Mineral hunting, mob math and more reader feedback
A mineral by any other name
A rock from space helped researchers describe a common mineral found on Earth. In “A name for Earth’s most abundant mineral” (SN: 1/10/15, p. 4), Thomas Sumner explained that the form of magnesium iron silicate that makes up more than a third of the planet’s volume is now officially called bridgmanite.
The meteorite impact that forged the first naturally occurring bridgmanite sample generated pressures that reached 180,000 kilograms, about the weight of a blue whale, per square centimeter. “That comparison immediately set my bored mind to wandering about for other comparisons,” Jim Stars wrote. Readers looking for another analogy could say that the pressures created by the impact equaled the weight of 360,000 gray squirrels or 1,384,615 chipmunks per square centimeter, he reported.
“How is it possible that scientists had any idea that such a thing as bridgmanite existed, if they had never seen or examined a piece of it?” asked Carolyn Bredenberg in an e-mail.
Bridgmanite may be sealed hundreds of kilometers below ground, but luckily nature provides a way to study Earth’s innards, Sumner explains. Powerful earthquakes send vibrations through the planet. As these waves travel through regions with different densities and other properties, they change speeds slightly. By tracking many earthquakes across seismic stations, scientists confirmed the abundant mineral’s existence and some of its properties.
Scientists also created synthetic versions of bridgmanite under extreme temperatures and pressures in laboratories, though the International Mineralogical Association doesn’t consider artificial minerals worthy of naming.

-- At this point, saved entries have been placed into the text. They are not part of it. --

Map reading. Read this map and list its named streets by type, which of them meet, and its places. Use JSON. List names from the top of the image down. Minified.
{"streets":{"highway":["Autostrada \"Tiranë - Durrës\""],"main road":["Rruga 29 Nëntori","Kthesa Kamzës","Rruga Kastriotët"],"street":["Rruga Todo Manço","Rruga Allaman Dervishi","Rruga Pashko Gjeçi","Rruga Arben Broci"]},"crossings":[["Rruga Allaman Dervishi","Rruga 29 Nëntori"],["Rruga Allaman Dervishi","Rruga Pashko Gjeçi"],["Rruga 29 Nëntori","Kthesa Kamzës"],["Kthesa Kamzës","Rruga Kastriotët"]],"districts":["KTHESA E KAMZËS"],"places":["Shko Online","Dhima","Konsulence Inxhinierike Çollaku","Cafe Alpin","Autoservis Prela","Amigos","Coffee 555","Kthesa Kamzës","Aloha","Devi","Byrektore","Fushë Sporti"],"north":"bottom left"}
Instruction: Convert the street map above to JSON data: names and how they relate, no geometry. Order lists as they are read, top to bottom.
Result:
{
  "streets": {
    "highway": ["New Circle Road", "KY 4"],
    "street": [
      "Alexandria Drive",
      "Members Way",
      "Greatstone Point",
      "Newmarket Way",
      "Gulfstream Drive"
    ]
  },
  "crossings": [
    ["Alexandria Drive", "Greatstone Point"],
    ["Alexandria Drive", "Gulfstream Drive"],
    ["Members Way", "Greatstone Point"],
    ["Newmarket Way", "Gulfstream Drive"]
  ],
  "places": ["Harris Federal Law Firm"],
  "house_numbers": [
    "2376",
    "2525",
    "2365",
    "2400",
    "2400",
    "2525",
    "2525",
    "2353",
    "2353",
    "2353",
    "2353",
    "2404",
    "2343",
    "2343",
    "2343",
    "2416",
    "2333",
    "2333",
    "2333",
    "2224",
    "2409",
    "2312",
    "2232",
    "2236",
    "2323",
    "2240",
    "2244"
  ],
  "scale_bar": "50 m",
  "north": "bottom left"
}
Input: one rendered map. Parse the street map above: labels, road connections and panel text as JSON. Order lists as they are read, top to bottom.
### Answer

Making methane in the city
Densely populated cities host a surprising amount of wildlife, as Kate Baggaley reported in “The concrete jungle” (SN: 1/10/15, p. 18). Ants, fungi, bats and even coyotes can thrive in urban areas, sharing space with millions of human neighbors.
Some nonhuman residents perform helpful services, like gobbling up dropped food that would otherwise get swept into garbage heaps, molder and release the greenhouse gas methane. “But isn’t that methane produced eventually anyway when those animals, or those that eat them, decompose?” asked Bruce Novak. “Is there a net difference?”
When decomposition occurs in places without oxygen — such as when food waste is buried deep in landfills — it produces methane, Baggaley says. But when living organisms die in the open, their bodies break down on the ground or in the first few inches of soil. With plenty of oxygen around, decomposition releases water vapor and carbon dioxide, which are less potent greenhouse gases than methane.
Examining mob math
Researchers have found patterns in the seemingly unpredictable behavior of crowds. Andrew Grant described a new simulation that takes into account how people anticipate and avoid collisions in “Math depicts pedestrian behavior” (SN: 1/10/15, p. 15).
Readers are intimately familiar with the problems of navigating within a throng of people. “I find lots of people just don’t follow the ‘keep to the right as you pass’ rule. Phones are the major reason, I think,” wrote commenter Pacemaker4. There are always outliers in data, noted Ian McLaughlin. “I think that’s where your nonconformist pedestrians are coming in. I think most people do follow general body language rules when in large groups.”
Norb Baumann would like to see simulations of more than just pedestrian behavior. “Having recently visited [Ho Chi Minh City] and [seen] the innumerable motorcycles throughout the city, I pondered how they avoid one another. It baffles me how they weave around one another without frequent accidents. Solving this mystery would be a real challenge for a model of motorcycle movement!”